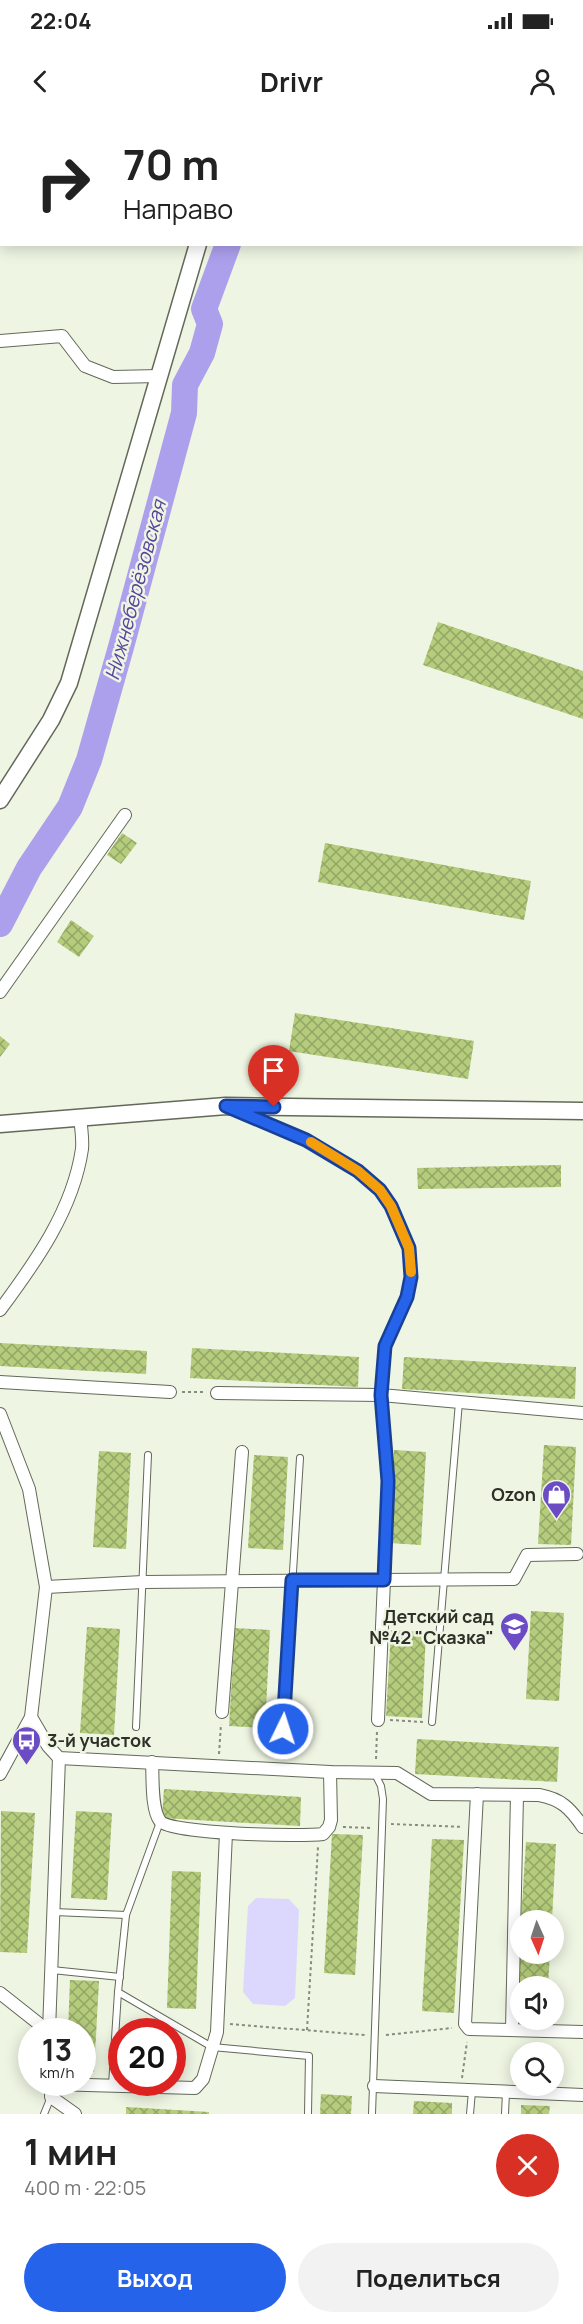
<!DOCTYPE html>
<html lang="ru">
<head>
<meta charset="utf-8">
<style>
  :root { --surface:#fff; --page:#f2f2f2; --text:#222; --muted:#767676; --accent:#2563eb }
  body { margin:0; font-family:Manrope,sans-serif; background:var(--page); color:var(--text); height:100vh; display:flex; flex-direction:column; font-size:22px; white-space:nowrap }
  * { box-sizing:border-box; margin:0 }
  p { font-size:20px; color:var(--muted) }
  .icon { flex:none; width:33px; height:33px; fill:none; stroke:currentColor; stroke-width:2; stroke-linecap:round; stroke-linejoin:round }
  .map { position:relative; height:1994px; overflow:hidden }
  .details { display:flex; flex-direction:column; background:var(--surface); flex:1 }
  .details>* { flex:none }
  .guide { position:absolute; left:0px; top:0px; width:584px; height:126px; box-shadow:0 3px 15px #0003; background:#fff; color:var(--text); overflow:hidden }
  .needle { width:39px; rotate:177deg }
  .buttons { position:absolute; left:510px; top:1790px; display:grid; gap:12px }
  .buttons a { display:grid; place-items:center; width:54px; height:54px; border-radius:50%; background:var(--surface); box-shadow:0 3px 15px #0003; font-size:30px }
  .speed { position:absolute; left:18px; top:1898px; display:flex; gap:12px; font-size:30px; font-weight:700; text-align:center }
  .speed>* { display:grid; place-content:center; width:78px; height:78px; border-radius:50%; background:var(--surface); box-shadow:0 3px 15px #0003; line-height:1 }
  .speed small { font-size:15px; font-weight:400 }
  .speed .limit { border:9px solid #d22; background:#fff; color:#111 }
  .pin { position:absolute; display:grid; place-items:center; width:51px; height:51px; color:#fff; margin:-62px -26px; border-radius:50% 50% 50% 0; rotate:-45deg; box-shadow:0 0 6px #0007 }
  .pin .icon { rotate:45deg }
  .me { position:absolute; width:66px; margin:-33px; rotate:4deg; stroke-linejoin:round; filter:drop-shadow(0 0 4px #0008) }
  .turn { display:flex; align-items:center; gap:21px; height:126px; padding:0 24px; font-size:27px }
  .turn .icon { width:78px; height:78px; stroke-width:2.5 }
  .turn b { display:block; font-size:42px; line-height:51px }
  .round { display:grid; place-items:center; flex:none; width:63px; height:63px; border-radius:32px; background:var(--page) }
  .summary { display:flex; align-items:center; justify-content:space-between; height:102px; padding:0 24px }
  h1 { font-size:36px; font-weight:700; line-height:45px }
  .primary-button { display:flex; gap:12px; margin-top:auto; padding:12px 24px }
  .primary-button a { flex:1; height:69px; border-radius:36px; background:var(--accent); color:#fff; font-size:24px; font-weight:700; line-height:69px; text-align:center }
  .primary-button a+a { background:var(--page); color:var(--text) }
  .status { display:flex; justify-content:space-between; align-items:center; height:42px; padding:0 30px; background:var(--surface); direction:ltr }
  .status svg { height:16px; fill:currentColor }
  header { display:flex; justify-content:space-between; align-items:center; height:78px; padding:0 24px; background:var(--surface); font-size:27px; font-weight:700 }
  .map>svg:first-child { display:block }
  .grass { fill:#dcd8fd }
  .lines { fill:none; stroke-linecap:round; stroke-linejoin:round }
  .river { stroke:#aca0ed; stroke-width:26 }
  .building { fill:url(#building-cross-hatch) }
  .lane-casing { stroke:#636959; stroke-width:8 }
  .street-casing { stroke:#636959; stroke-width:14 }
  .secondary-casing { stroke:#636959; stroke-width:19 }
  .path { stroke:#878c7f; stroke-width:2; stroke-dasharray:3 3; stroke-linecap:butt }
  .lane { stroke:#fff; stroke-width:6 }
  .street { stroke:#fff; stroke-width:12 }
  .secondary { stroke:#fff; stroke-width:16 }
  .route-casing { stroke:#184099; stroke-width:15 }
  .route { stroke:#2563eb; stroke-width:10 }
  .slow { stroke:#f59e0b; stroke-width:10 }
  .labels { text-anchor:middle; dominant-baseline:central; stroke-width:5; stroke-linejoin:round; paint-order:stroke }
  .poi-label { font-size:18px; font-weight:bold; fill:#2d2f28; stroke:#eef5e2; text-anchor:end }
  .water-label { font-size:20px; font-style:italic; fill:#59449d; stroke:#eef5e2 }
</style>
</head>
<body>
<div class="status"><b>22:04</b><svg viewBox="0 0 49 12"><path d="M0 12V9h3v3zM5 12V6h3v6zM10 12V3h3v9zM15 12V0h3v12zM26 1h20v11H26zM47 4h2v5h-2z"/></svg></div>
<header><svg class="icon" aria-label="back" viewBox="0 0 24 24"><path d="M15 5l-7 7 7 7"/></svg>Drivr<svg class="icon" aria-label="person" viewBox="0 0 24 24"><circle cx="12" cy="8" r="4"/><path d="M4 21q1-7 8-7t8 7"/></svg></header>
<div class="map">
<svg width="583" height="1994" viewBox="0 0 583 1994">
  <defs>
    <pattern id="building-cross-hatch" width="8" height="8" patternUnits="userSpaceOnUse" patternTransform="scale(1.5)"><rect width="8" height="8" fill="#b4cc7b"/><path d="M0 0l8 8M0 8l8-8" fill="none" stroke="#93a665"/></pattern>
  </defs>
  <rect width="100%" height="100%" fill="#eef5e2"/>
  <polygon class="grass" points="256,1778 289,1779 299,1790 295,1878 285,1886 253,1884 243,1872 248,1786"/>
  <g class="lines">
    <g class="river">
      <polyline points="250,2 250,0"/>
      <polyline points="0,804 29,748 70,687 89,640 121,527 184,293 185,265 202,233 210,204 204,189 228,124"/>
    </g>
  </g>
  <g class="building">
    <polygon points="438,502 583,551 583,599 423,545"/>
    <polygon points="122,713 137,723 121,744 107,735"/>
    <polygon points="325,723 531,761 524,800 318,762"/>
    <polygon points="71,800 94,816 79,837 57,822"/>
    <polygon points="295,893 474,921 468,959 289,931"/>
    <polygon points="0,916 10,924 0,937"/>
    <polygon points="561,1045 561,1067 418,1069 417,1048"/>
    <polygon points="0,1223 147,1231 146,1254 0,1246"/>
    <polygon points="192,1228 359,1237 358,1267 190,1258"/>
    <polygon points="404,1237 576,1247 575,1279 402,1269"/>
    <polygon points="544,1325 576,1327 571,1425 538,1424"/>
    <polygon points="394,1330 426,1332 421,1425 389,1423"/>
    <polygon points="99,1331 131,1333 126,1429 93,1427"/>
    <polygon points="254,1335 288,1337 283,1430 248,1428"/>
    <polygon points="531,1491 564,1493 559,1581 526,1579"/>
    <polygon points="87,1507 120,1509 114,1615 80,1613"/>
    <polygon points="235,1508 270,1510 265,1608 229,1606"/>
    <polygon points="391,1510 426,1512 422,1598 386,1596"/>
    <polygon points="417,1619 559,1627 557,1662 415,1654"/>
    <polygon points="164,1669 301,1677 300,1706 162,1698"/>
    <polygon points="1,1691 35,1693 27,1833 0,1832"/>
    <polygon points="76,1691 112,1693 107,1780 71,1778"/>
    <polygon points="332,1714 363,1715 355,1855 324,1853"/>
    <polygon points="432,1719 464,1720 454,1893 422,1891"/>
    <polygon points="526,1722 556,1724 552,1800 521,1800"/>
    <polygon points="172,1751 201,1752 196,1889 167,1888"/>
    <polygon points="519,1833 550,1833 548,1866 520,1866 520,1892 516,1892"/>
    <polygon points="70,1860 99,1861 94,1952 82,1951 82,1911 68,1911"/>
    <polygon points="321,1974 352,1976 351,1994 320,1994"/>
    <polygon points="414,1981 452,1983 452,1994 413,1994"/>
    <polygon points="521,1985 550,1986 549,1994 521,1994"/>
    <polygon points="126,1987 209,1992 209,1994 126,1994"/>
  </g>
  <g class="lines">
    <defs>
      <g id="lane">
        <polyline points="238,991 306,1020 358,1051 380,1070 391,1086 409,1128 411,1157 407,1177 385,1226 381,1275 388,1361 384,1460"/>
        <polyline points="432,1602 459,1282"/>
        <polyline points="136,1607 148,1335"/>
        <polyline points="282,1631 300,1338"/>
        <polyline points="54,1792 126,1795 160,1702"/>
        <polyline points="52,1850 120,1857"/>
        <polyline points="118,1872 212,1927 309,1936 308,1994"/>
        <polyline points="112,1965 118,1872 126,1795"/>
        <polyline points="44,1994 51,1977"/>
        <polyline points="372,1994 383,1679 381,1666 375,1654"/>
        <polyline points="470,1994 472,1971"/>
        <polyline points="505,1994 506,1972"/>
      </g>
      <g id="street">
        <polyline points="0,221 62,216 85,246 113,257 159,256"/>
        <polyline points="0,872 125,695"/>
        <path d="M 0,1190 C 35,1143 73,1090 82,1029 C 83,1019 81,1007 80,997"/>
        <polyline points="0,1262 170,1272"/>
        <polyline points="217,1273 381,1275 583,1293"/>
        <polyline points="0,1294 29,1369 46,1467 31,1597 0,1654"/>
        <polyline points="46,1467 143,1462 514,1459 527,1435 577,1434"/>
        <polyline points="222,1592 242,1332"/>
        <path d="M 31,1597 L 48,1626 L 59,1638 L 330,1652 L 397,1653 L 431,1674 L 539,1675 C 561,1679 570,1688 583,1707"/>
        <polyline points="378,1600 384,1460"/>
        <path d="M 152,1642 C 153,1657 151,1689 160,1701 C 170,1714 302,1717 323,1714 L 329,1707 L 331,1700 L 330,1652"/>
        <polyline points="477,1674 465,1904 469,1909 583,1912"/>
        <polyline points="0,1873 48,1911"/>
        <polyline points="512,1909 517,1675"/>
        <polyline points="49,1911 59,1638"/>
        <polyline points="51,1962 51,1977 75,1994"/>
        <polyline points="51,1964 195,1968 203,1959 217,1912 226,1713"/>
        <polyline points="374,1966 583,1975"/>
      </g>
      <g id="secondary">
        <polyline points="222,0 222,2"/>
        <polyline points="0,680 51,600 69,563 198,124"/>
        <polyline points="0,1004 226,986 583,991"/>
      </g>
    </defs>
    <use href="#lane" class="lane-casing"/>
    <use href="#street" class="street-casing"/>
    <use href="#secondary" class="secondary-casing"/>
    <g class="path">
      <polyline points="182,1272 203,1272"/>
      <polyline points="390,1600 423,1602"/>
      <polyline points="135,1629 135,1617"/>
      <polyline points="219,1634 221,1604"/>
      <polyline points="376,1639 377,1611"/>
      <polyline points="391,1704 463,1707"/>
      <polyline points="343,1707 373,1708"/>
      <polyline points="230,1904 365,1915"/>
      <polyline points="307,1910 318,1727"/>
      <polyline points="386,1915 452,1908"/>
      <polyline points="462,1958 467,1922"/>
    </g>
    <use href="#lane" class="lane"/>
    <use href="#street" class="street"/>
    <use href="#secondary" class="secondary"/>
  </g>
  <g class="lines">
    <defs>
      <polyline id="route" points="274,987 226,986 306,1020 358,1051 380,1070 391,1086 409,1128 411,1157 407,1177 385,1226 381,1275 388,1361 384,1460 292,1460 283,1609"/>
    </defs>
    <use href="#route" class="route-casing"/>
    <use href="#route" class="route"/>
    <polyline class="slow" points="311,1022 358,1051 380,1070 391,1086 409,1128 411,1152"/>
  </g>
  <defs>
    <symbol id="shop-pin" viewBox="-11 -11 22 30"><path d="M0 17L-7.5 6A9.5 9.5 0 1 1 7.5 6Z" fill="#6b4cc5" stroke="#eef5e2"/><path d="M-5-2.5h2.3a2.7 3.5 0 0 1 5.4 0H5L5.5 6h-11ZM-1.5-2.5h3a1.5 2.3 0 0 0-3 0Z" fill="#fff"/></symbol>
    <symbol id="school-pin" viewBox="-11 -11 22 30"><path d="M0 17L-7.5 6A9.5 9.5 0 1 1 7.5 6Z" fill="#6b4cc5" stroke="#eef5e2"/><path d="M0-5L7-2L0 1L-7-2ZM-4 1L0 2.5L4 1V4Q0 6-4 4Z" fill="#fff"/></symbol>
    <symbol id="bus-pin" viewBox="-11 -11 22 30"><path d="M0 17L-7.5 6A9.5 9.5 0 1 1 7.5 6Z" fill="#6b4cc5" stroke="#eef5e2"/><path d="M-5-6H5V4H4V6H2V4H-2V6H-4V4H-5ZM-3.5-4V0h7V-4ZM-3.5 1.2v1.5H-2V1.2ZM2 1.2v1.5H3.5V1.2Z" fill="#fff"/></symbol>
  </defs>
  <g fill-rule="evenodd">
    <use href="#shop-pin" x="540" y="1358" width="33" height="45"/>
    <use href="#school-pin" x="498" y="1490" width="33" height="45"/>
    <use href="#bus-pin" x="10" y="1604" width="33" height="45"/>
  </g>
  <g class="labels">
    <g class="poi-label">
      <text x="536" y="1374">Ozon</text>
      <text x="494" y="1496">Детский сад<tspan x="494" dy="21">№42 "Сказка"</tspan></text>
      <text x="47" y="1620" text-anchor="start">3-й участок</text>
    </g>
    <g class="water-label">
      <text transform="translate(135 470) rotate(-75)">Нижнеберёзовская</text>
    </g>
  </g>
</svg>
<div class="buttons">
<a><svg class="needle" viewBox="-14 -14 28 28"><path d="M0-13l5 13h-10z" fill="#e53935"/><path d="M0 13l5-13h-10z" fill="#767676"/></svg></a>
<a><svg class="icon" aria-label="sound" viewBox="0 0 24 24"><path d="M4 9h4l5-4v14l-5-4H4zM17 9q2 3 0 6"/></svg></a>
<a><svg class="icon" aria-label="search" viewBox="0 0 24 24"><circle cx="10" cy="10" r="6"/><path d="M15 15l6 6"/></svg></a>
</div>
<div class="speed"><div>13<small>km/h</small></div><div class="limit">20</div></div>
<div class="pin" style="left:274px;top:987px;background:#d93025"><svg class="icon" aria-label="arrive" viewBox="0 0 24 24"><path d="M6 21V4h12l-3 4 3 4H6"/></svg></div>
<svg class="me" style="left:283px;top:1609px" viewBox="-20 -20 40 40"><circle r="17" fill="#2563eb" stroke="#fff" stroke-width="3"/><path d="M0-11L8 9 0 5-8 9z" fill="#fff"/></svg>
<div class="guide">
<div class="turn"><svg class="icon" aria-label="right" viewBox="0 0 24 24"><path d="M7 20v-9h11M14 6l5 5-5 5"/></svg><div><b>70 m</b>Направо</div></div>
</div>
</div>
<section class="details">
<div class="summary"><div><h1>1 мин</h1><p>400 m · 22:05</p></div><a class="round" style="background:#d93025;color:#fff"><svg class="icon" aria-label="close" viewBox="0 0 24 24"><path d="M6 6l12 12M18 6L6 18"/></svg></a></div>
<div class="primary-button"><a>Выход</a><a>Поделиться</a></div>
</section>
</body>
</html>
────────────────────
**Required work**
Please give again the entries word for word, starting at the first line and ending with the line that contains "display:flex; align-items:center; gap:21px;"; include both of those lines but none of the pictures.

**Your response**
<!DOCTYPE html>
<html lang="ru">
<head>
<meta charset="utf-8">
<style>
  :root { --surface:#fff; --page:#f2f2f2; --text:#222; --muted:#767676; --accent:#2563eb }
  body { margin:0; font-family:Manrope,sans-serif; background:var(--page); color:var(--text); height:100vh; display:flex; flex-direction:column; font-size:22px; white-space:nowrap }
  * { box-sizing:border-box; margin:0 }
  p { font-size:20px; color:var(--muted) }
  .icon { flex:none; width:33px; height:33px; fill:none; stroke:currentColor; stroke-width:2; stroke-linecap:round; stroke-linejoin:round }
  .map { position:relative; height:1994px; overflow:hidden }
  .details { display:flex; flex-direction:column; background:var(--surface); flex:1 }
  .details>* { flex:none }
  .guide { position:absolute; left:0px; top:0px; width:584px; height:126px; box-shadow:0 3px 15px #0003; background:#fff; color:var(--text); overflow:hidden }
  .needle { width:39px; rotate:177deg }
  .buttons { position:absolute; left:510px; top:1790px; display:grid; gap:12px }
  .buttons a { display:grid; place-items:center; width:54px; height:54px; border-radius:50%; background:var(--surface); box-shadow:0 3px 15px #0003; font-size:30px }
  .speed { position:absolute; left:18px; top:1898px; display:flex; gap:12px; font-size:30px; font-weight:700; text-align:center }
  .speed>* { display:grid; place-content:center; width:78px; height:78px; border-radius:50%; background:var(--surface); box-shadow:0 3px 15px #0003; line-height:1 }
  .speed small { font-size:15px; font-weight:400 }
  .speed .limit { border:9px solid #d22; background:#fff; color:#111 }
  .pin { position:absolute; display:grid; place-items:center; width:51px; height:51px; color:#fff; margin:-62px -26px; border-radius:50% 50% 50% 0; rotate:-45deg; box-shadow:0 0 6px #0007 }
  .pin .icon { rotate:45deg }
  .me { position:absolute; width:66px; margin:-33px; rotate:4deg; stroke-linejoin:round; filter:drop-shadow(0 0 4px #0008) }
  .turn { display:flex; align-items:center; gap:21px; height:126px; padding:0 24px; font-size:27px }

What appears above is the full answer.